The Tragedy Of Willie Mays Explained

On June 18, 2024, baseball legend Willie Mays died at age 93 of natural causes, and he left behind quite the legacy. CBC called him "one of baseball's greatest and most beloved players," and when he died, he was the oldest living Hall of Famer in the sport. Starting professionally in the Negro Leagues in 1948, he signed with the New York Giants in 1950 and made his MLB debut the following year. For most of his 3,005 games he played with the Giants (New York then San Francisco), and he was the first player to hit 300 home runs and steal 300 bases. 
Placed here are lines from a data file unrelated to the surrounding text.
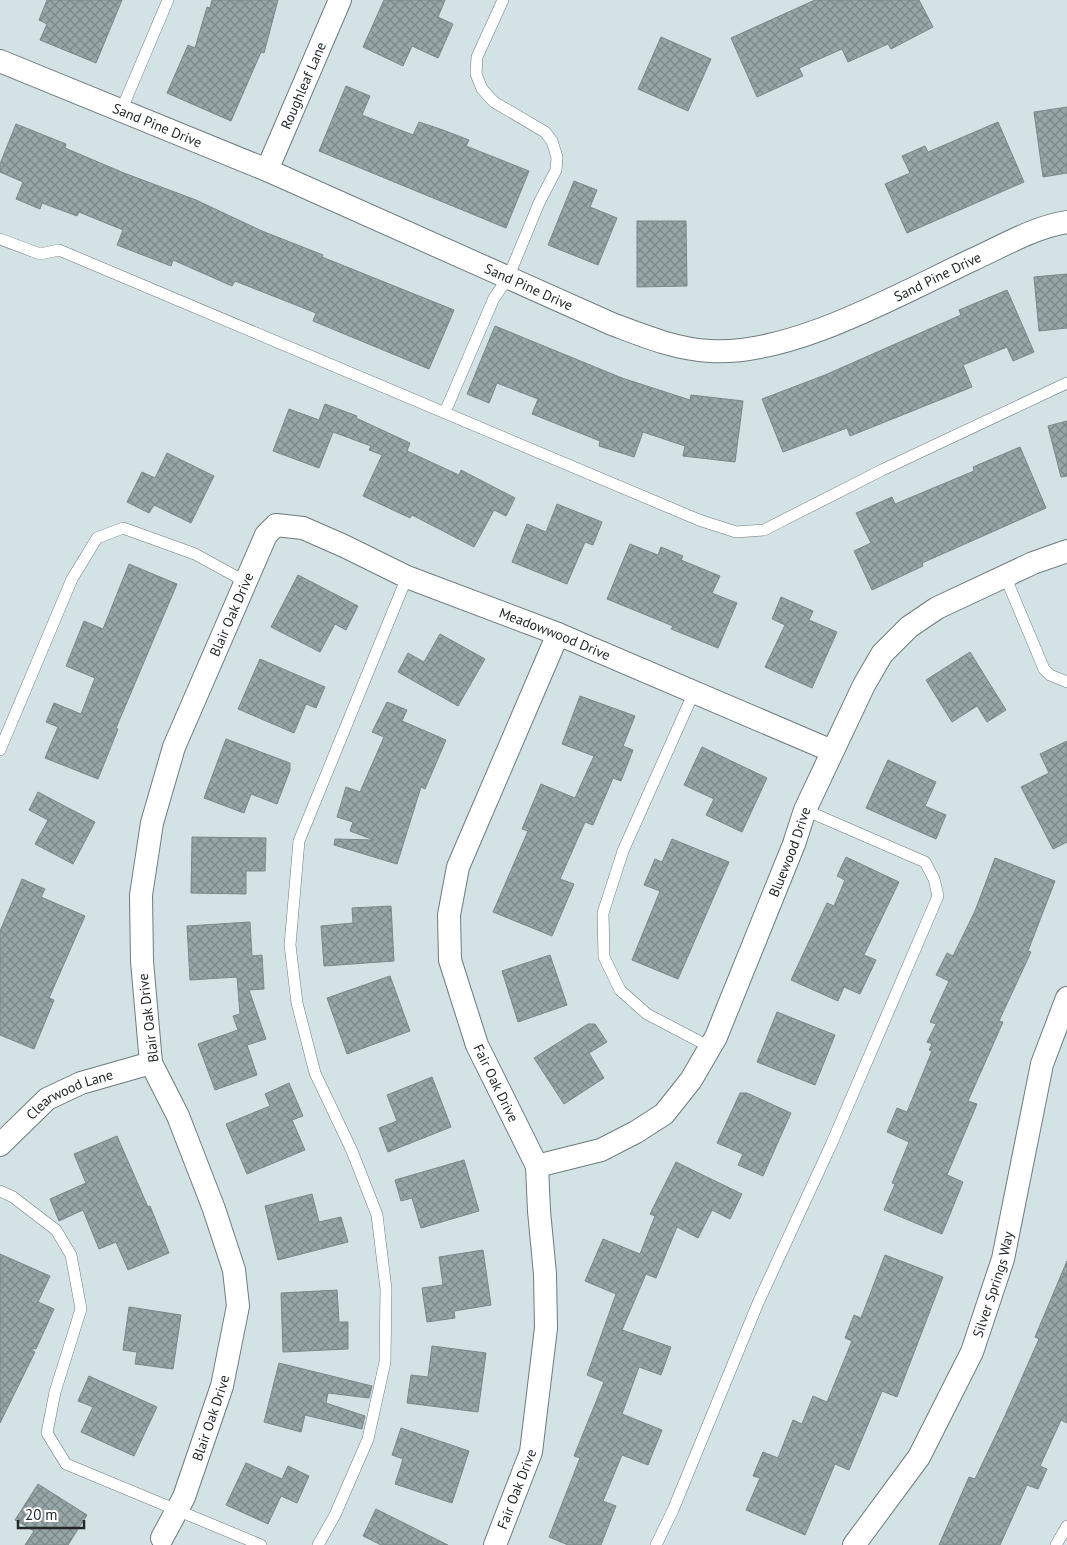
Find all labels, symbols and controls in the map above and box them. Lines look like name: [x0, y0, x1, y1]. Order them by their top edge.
street label: Roughleaf Lane: [277, 39, 330, 132]
street label: Sand Pine Drive: [110, 99, 205, 152]
street label: Sand Pine Drive: [891, 248, 984, 306]
street label: Sand Pine Drive: [482, 259, 576, 314]
street label: Blair Oak Drive: [205, 570, 258, 659]
street label: Meadowwood Drive: [496, 604, 613, 664]
street label: Bluewood Drive: [765, 805, 814, 900]
street label: Blair Oak Drive: [134, 973, 162, 1063]
street label: Fair Oak Drive: [469, 1041, 523, 1125]
street label: Clearwood Lane: [22, 1065, 115, 1123]
street label: Silver Springs Way: [968, 1229, 1017, 1340]
street label: Blair Oak Drive: [188, 1374, 233, 1463]
street label: Fair Oak Drive: [493, 1446, 540, 1532]
scale bar: [18, 1498, 84, 1530]
text: 20 m: [25, 1505, 58, 1524]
Mays had a career batting average of .301 and 660 home runs across 3,293 hits, but his legacy will undoubtedly live strongest through those who saw him play. "If somebody came up and hit .450, stole 100 bases, and performed a miracle in the field every day, I'd still look you right in the eye and tell you that Willie was better," said Leo Durocher, Mays' former manager and fellow Hall of Famer, per MLB. Mays was no stranger to tragedy, though, and he worked hard to become the revered player he was upon his death.

His divorce almost left him bankrupt

Willie Mays married Margherite Wendell in 1956, but it ended in divorce in 1963. In the pre-free agent era, players had no control over the terms of their contracts and made significantly less money. He also received fewer endorsements than his white contemporaries. And according to NBC News, he was "generous to a fault and admittedly careless with money" and "struggled in his post-playing years." Ultimately, many factors contributed to his financial situation, but it was the divorce that left him deep in debt and facing bankruptcy.

Enter Jacob Shemano, a Jewish banker who helped Mays on the condition that he work for free. According to The Forward, Shemano saved the star from bankruptcy, and the pair developed a close friendship that drew the baseball player into the Jewish community. "Anything that we did, Willie was here," Shemano's son, Gary, told the outlet.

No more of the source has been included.